1.The writing of data is not by magnetic spinning disks but purely electronic (so flash drive is actually a misnomer because there’s nothing driving). This flash technology in memory sticks makes data storage safer and more durable as outside magnetism doesn’t really effect them.

2.Since there are no moving mechanical parts there’s also no noise.

3.By the same token, there’s no heat generated and hence less power drawn.

4.Flash memory is more shock resistant and withstands extremer pressures and temperatures.

5. Writing and reading of data is faster once utilized with USB 3.0 (480 MB/sec compared to 150 MB/sec of a hard drive).

Pretty compelling points, huh?

But what about possible disadvantages. Well, there’s only three things I can come up with:

1.With magnetic drives, experts and special programs can often recover “lost” or overwritten data whereas when flash drives overwrite the data is erased for good.

2.Memory sticks can usually be rewritten up to 10,000 times while hard disks supposedly can be rewritten up to 50,000 times. However, these numbers are not a set thing and some flash drives may actually last several 100,000 read-write cycles.

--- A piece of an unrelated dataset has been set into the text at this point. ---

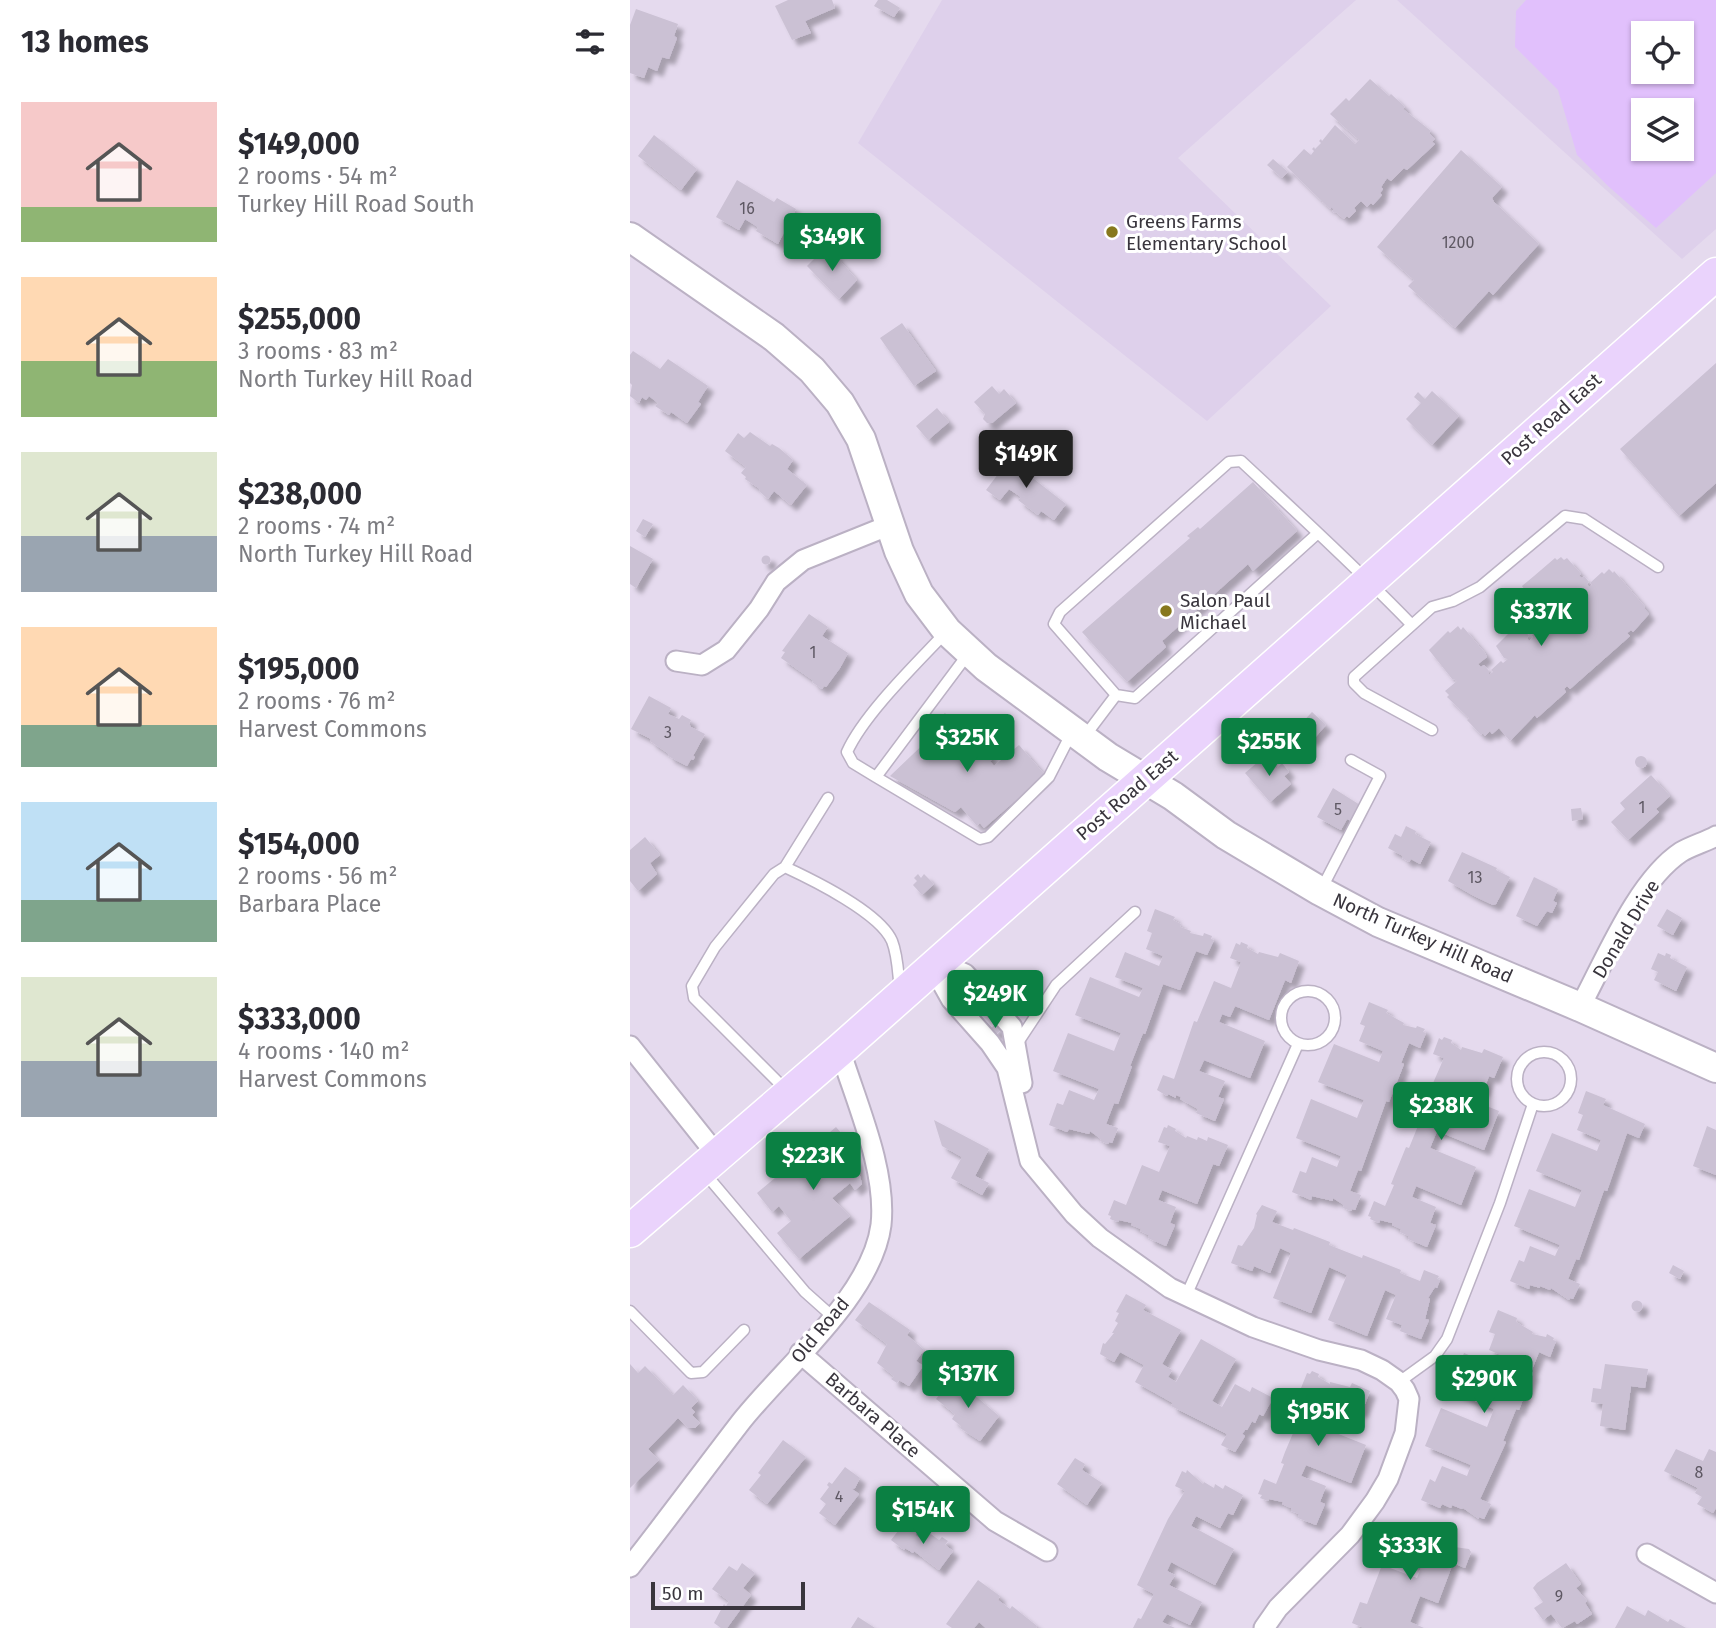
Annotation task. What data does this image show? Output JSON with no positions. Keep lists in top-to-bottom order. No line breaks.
{"streets":{"main road":["Post Road East"],"street":["Donald Drive","North Turkey Hill Road","Old Road","Barbara Place"]},"crossings":[["Post Road East","North Turkey Hill Road"],["Post Road East","Old Road"],["Donald Drive","North Turkey Hill Road"],["Old Road","Barbara Place"]],"places":["Greens Farms Elementary School","Salon Paul Michael"],"house_numbers":["16","1200","1","3","1","5","13","8","4","9"],"scale_bar":"50 m","page":{"heading":"13 homes","list":[{"name":"$149,000","note":"2 rooms · 54 m² · Turkey Hill Road South"},{"name":"$255,000","note":"3 rooms · 83 m² · North Turkey Hill Road"},{"name":"$238,000","note":"2 rooms · 74 m² · North Turkey Hill Road"},{"name":"$195,000","note":"2 rooms · 76 m² · Harvest Commons"},{"name":"$154,000","note":"2 rooms · 56 m² · Barbara Place"},{"name":"$333,000","note":"4 rooms · 140 m² · Harvest Commons"}],"price":["$349K","$149K","$337K","$325K","$255K","$249K","$238K","$223K","$137K","$290K","$195K","$154K","$333K"],"scale":"50 m"}}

3.Flash drives are easier to lose.

One could also add that storage capacities are lower but seeing that memory sticks these days can hold up to 64GB or even 128GB I think that point is becoming obsolete. So in my mind the benefits of USB flash drives pretty much outweigh those of hard disks. But maybe you disagree? If you can think of any other factors – pro or con – please feel free to join the debate.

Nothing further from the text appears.